Introduction
I was curious this evening about what is the strongest wood. I recently did a project with cottonwood (poplar) and Sweetgum
and
wanted to know how it compared to other woods. The genome of poplar was chosen
to be one of the first trees sequenced, presumably because of its commerical
value to the paper industry.
Cottonwood
poplar has 40,000 genes
on 19 chromosomes. People have 36,000 genes on 23.
Most of the wood used was recovered from a loading palette, at the urging of a certain young person. It had interesting grain, and sanding revealed a collage of history of nailholes, cracks, water stains and character. A passer-by commented that palettes were made from Sweetgum because it was the cheapest wood available, and that it tended to be weak. I was curious as to whether this remark was true. I was also curious about the fabled Sitka Spruce. Few stands of this wood remain in the Northwest, as it has been harvested since WWII for airplanes. Is it claimed to be the strongest wood for its weight.
Results
Some surprising results from the spreadsheet shows, the results are interesting.
1) Live oak is the strongest wood for its weight followed by black locust and the hickory family.
It has huge compression strength.
2) Cottonwood balsam poplar is almost the weakest available for its weight, coming in 109 out of 111 types of US tree types with a strength of 1.3
3) Sweetgum was 88th on the list
4) Sitka spruce is 53th on the list!
5) Mountain Hemlock is the first softwood on the list, at position 13.
6) Paper birch is last on the list.
7) there
was approximately a factor of two difference.
Live oak is 2.4 strength to weight, while paper birch is 1.3.
Methodology
Wood mechanical properties were obtained from here.
The crush strength parallel to grain, perpendicular to grain and
shear strength
were made specific by dividing by their density. This gives a strength to
weight ratio.
These strength to weight ratios in three directions were normalized so that
each strength
type was of the same order of magnitude.
A vector length was computed in this specific normalized
strength space to find the
overall composite strength of each wood type.

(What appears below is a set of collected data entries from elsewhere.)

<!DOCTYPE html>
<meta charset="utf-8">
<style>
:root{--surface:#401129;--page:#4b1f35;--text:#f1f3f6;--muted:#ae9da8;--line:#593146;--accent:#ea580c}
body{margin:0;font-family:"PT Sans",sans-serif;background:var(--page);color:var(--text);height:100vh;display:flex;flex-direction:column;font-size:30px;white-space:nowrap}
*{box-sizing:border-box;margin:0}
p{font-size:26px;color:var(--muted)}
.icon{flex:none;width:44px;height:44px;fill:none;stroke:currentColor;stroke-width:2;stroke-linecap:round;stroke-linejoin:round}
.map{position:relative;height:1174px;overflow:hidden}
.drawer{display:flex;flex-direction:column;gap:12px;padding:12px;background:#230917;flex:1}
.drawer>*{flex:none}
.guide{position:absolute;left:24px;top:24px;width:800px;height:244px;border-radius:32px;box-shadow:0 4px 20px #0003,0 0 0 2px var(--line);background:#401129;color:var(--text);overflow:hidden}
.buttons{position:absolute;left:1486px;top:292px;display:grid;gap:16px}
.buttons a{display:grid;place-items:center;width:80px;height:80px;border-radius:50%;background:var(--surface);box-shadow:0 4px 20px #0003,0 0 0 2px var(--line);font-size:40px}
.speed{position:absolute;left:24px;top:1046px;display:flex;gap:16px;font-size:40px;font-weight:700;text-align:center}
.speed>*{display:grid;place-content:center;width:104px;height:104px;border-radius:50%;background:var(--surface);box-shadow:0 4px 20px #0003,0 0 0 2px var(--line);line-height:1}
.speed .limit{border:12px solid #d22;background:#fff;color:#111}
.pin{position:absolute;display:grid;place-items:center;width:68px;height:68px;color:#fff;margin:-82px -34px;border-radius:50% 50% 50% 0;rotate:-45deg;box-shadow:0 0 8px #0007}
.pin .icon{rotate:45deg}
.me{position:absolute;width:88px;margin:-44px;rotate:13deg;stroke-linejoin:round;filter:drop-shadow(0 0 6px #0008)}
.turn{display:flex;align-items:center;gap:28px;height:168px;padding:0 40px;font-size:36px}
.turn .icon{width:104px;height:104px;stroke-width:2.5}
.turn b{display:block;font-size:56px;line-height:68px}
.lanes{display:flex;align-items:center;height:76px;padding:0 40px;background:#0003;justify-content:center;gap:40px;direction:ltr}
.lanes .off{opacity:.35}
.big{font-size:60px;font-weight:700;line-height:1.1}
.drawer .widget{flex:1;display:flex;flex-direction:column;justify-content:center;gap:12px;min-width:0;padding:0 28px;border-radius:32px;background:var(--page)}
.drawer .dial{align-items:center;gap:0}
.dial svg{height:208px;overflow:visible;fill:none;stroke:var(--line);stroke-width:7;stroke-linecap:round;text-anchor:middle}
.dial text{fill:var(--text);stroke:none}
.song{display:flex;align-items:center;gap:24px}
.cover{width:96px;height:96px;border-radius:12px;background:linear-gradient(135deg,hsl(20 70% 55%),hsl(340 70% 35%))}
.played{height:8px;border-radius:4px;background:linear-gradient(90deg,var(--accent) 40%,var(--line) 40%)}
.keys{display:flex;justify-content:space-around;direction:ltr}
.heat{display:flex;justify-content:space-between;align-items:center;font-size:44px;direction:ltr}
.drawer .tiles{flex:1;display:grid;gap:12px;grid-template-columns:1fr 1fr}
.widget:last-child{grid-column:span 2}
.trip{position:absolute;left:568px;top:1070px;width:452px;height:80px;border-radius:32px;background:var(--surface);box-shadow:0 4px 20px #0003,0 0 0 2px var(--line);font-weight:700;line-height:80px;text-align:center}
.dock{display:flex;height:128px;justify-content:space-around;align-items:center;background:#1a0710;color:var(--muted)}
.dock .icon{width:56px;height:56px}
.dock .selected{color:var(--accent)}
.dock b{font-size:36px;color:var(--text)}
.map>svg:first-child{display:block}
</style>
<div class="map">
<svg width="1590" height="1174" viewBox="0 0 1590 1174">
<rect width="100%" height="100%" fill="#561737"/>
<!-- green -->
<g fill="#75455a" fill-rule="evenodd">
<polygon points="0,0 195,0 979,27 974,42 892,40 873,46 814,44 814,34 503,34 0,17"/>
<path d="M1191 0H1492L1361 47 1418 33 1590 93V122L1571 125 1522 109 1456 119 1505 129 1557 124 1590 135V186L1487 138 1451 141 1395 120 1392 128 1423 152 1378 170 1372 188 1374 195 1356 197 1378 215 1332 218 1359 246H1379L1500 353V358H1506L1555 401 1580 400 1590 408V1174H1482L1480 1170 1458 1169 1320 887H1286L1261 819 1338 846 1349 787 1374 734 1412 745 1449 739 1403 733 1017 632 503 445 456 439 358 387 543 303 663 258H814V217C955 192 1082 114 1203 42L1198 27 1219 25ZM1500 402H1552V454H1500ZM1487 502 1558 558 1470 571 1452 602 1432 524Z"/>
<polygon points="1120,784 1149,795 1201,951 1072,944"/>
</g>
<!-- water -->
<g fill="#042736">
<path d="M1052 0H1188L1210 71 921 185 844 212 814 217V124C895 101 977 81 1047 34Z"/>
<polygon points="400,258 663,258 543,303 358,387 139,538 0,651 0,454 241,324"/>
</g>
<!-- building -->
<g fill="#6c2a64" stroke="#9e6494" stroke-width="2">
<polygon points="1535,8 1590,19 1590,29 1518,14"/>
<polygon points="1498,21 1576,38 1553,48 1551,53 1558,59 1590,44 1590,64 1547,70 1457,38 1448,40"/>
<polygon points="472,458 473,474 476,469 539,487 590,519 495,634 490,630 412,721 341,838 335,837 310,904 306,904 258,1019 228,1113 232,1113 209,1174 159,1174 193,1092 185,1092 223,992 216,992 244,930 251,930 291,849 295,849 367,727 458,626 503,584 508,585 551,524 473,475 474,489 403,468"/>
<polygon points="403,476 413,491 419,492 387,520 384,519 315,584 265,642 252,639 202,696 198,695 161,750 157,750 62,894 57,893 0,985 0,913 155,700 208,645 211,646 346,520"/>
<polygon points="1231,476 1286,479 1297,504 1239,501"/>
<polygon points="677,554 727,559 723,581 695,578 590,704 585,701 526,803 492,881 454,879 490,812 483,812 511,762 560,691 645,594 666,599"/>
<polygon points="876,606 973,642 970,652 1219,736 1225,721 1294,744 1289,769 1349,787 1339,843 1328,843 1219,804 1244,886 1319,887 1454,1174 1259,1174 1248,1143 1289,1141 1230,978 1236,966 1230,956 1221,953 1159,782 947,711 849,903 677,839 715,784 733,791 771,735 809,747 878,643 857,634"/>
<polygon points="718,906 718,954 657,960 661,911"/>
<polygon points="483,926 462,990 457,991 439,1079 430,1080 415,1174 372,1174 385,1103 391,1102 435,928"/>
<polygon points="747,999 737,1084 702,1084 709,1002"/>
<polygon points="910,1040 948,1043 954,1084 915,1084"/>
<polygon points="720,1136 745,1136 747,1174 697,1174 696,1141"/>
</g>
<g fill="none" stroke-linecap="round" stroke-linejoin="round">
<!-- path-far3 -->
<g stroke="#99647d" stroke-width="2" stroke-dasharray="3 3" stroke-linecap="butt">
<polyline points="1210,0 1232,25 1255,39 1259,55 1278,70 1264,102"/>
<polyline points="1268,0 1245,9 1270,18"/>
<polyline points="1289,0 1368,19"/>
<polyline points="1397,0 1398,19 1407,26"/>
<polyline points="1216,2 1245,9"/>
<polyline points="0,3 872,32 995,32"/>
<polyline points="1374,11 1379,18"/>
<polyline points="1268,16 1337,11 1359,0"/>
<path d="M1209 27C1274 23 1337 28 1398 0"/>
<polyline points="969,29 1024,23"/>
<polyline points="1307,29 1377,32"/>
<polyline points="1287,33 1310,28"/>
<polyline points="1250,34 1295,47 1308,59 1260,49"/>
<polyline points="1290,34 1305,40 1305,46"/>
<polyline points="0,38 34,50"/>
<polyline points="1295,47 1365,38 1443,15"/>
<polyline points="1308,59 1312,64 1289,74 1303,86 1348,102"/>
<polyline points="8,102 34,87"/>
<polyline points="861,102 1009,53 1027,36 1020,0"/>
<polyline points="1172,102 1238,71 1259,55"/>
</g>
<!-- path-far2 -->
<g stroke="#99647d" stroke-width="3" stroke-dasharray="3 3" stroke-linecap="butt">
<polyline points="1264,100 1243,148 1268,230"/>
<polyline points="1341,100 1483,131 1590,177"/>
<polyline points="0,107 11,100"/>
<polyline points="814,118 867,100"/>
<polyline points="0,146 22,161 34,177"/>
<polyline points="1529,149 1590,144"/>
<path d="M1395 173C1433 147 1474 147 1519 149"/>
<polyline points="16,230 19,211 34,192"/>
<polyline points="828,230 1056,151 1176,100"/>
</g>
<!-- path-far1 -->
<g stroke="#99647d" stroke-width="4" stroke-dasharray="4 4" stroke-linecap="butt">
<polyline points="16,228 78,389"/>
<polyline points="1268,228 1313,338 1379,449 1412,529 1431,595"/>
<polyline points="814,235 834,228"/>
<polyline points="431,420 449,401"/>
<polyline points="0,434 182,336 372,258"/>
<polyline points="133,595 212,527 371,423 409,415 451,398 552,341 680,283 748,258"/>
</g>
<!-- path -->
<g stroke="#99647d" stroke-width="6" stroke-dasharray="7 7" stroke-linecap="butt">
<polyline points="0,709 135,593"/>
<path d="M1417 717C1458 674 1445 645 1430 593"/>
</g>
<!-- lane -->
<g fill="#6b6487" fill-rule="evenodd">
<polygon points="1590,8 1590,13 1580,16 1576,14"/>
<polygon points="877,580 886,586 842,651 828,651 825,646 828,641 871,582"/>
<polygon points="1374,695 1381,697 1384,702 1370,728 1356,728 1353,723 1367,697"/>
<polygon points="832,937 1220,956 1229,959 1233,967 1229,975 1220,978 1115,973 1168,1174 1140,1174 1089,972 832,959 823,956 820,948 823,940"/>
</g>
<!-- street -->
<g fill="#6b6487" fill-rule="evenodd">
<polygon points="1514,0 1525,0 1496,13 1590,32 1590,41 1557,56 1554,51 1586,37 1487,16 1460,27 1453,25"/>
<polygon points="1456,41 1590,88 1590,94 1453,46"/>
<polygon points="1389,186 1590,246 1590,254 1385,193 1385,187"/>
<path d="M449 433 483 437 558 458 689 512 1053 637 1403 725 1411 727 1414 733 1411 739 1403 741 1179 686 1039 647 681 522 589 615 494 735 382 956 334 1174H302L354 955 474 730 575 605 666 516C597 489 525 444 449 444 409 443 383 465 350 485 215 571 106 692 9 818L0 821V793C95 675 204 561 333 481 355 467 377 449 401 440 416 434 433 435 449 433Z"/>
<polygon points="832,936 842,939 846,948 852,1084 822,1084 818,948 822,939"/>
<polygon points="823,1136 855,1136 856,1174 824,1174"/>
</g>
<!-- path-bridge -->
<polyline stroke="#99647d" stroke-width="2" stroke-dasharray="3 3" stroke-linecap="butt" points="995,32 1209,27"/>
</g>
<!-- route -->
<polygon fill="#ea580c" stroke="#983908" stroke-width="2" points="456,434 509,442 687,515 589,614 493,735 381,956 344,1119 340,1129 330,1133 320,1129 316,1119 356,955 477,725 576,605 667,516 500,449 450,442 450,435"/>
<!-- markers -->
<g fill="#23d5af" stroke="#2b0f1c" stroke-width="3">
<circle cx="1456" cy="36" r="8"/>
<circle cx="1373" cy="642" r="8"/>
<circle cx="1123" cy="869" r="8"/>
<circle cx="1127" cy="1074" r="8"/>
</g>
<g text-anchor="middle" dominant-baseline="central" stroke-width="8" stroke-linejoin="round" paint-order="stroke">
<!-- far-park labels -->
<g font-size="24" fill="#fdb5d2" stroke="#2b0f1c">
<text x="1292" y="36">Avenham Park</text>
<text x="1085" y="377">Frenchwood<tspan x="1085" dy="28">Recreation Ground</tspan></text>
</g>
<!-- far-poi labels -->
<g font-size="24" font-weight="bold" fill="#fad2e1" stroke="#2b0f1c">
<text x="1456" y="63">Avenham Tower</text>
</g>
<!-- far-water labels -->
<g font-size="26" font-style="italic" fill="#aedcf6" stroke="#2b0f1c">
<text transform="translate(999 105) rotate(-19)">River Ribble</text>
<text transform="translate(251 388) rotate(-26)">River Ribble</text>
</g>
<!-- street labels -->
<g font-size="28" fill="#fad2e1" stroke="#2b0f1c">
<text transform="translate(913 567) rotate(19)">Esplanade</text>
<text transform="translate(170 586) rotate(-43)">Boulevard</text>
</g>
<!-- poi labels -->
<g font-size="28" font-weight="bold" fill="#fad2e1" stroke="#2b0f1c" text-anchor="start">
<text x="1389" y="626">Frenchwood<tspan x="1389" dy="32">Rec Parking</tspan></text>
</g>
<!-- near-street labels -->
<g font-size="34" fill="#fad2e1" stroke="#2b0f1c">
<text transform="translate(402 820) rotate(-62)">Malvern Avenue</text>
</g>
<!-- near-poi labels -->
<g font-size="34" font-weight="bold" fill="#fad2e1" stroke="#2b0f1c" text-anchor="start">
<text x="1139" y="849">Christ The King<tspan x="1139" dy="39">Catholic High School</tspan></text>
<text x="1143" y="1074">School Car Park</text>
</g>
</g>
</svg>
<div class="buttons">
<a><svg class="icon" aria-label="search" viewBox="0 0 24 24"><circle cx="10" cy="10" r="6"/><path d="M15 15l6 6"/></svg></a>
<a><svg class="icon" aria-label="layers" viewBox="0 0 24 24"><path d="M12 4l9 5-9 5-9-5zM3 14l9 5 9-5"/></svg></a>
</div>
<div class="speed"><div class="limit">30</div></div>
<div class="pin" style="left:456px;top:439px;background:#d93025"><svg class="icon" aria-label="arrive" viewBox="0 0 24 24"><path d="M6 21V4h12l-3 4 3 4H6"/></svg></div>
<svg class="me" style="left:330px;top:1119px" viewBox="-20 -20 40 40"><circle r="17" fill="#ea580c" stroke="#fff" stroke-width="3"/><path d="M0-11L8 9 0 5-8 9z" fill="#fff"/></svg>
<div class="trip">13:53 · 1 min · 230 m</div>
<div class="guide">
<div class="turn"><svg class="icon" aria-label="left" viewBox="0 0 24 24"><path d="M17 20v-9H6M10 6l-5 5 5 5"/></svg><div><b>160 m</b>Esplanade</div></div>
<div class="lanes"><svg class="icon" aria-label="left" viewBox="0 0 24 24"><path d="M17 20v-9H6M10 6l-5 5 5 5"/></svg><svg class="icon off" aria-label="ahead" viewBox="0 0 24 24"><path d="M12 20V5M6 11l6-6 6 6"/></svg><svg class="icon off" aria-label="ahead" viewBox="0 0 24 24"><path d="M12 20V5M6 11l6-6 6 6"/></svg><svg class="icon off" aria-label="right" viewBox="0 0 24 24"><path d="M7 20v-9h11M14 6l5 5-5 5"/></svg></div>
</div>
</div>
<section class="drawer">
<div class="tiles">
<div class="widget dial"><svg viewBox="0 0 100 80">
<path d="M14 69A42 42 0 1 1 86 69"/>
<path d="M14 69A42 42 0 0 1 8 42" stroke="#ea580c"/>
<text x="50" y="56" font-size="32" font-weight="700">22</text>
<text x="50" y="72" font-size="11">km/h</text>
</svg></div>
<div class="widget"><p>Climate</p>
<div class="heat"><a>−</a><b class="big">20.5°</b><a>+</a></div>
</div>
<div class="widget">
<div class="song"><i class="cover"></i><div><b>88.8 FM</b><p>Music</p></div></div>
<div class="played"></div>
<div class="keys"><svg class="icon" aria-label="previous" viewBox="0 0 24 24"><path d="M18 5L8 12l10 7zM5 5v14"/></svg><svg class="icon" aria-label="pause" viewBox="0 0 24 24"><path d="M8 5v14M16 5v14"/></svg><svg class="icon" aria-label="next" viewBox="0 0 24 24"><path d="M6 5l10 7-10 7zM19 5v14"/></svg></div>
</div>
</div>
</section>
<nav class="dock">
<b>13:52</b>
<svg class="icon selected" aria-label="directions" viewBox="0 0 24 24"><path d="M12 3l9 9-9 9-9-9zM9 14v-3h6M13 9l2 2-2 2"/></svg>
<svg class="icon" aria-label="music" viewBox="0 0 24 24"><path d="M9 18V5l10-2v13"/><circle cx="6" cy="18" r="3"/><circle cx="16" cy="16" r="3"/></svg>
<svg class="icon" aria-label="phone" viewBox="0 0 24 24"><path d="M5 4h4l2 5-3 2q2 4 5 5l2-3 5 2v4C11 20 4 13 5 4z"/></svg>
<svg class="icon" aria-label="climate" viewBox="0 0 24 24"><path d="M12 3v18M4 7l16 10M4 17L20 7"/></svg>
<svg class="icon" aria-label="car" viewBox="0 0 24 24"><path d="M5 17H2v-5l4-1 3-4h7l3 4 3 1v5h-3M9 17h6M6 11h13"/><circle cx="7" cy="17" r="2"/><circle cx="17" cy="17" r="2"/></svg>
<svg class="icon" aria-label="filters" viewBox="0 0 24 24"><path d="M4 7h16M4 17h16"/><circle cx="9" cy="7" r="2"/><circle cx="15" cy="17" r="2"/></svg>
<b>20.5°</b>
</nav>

The list was sorted by this specific normalized wood strength.
I believe these results are valid, since most structural
failures occur when a beam
is placed in bending. The fibers are assumed to fail first in compression.

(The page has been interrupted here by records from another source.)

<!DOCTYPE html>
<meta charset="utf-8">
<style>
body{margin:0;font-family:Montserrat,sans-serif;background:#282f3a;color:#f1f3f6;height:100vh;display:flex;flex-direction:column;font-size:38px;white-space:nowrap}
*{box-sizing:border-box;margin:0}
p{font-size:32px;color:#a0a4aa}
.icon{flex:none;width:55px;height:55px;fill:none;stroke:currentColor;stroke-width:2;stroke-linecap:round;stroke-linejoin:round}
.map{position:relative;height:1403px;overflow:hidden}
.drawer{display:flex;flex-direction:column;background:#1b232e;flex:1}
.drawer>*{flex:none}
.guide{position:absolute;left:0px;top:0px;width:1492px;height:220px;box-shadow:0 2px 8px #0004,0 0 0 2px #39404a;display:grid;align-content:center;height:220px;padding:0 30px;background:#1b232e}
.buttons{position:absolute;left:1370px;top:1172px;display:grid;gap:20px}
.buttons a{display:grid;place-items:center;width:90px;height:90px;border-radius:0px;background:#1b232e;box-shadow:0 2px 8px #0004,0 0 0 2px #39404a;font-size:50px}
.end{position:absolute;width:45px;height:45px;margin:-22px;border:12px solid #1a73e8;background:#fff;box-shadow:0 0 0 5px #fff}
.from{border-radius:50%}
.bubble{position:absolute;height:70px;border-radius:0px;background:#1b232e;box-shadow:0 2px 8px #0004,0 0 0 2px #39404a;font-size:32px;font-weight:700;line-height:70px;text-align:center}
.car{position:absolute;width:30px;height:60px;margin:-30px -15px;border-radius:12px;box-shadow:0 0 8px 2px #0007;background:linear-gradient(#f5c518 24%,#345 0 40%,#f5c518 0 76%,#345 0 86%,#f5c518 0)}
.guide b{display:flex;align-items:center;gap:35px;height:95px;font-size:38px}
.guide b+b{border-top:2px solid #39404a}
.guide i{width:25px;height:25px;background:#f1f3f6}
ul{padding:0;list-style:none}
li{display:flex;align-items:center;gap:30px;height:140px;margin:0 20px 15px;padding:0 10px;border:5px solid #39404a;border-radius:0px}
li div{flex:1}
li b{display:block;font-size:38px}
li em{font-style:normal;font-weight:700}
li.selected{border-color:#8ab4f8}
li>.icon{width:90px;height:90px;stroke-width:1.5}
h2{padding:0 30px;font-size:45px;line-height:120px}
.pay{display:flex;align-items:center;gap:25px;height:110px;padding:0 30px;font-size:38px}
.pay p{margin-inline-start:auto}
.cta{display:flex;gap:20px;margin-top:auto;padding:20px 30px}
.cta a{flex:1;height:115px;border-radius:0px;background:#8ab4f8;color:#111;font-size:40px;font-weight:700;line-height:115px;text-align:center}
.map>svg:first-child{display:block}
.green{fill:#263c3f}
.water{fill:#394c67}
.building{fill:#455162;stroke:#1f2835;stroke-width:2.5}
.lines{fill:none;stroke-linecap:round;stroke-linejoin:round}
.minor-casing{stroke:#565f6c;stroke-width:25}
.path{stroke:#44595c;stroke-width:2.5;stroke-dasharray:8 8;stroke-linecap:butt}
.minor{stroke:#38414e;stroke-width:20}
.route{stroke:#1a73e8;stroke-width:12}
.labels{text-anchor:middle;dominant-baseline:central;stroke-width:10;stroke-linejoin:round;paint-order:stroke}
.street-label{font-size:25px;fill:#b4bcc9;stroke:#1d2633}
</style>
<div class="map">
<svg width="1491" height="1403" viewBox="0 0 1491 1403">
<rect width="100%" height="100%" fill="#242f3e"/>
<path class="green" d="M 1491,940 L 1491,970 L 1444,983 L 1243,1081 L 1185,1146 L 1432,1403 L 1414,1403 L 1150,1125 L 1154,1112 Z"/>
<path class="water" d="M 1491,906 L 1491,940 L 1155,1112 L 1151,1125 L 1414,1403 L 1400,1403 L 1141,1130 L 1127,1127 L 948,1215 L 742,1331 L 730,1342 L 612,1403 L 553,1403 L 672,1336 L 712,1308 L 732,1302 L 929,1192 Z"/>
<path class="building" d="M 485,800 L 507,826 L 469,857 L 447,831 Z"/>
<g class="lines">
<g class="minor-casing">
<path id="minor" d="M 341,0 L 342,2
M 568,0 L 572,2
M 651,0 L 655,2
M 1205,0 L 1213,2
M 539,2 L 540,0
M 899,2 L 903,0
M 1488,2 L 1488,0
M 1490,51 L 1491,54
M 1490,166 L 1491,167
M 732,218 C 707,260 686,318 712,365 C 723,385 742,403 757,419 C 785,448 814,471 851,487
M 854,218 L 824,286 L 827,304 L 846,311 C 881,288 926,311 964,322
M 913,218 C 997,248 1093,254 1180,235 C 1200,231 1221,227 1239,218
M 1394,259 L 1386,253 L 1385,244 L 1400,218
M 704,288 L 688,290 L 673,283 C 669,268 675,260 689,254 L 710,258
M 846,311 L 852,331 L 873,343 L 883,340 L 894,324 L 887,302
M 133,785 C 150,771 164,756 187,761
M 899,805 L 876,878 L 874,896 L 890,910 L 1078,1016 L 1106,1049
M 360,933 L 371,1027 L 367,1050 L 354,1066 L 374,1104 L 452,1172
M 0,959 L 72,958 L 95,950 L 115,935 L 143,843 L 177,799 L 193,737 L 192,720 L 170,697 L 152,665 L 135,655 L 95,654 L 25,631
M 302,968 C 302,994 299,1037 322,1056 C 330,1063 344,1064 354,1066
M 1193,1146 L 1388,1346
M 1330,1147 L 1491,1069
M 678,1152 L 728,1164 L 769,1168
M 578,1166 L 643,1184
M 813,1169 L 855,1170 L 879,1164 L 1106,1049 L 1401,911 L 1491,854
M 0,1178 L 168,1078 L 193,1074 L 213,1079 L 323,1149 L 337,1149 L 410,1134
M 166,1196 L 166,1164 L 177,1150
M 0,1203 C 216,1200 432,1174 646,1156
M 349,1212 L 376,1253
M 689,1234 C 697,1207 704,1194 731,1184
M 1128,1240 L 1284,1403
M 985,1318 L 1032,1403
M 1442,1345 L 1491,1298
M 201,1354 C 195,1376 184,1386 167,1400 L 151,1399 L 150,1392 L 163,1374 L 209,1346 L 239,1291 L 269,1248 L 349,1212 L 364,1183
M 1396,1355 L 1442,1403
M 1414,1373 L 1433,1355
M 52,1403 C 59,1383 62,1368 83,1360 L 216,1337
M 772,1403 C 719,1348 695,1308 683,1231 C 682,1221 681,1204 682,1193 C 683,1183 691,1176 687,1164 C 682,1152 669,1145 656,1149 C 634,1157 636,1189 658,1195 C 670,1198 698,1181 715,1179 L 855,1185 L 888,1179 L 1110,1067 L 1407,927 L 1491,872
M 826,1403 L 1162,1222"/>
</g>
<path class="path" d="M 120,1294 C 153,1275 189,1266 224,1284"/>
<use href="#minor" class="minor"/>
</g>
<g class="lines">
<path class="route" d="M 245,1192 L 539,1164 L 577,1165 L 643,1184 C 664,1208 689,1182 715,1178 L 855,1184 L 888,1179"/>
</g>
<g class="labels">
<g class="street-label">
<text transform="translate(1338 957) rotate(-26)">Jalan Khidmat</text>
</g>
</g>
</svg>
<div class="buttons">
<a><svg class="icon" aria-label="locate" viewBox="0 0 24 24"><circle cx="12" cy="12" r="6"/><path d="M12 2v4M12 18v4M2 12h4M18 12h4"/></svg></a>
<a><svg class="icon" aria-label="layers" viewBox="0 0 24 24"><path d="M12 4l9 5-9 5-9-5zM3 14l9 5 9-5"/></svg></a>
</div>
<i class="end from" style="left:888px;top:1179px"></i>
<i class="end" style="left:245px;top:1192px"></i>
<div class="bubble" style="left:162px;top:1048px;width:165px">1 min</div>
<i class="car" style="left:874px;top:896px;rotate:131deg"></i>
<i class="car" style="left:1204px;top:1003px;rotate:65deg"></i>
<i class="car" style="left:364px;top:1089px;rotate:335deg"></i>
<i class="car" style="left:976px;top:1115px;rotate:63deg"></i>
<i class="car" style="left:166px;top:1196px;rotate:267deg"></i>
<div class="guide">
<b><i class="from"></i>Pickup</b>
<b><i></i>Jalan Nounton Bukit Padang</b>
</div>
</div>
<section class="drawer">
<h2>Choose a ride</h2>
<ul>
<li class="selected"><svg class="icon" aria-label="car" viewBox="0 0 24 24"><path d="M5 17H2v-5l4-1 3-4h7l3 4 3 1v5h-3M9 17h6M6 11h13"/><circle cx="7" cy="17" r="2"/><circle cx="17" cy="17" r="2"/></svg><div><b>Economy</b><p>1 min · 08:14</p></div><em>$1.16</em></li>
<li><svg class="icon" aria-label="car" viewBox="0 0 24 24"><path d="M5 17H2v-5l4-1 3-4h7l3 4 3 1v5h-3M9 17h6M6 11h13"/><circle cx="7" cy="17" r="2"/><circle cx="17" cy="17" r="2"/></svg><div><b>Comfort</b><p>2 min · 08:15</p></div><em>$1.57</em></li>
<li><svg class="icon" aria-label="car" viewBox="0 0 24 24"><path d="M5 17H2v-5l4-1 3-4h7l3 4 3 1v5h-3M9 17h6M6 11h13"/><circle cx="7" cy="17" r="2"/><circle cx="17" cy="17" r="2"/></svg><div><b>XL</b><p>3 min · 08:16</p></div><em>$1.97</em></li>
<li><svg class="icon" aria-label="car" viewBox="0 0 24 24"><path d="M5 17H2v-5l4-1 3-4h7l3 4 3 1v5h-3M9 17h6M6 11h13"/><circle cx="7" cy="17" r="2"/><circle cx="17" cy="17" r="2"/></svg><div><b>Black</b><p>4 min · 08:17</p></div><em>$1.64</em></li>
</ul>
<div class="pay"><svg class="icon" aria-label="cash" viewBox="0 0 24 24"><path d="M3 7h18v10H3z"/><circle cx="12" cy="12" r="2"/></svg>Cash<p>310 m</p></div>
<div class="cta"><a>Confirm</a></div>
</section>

To the extent that assumption is true, these results should be fairly accurate.
To improve the results, we would need tensile as well as compressive figures for the woods.
Conclusion
According to these results the strongest and lightest wood airplane would be built from live oak.
You would not use very much, you would laminate it, and it would be kiln dried.
Working with oak is hard on tools, which may be why the
softwoods find a preference.
In that case Mountain Hemlock would be an option.
Sitka spruce grows long, straight with few blemishes, so there are other factors
than
strength
to consider.
However, lamination tends to make blemishes less significant.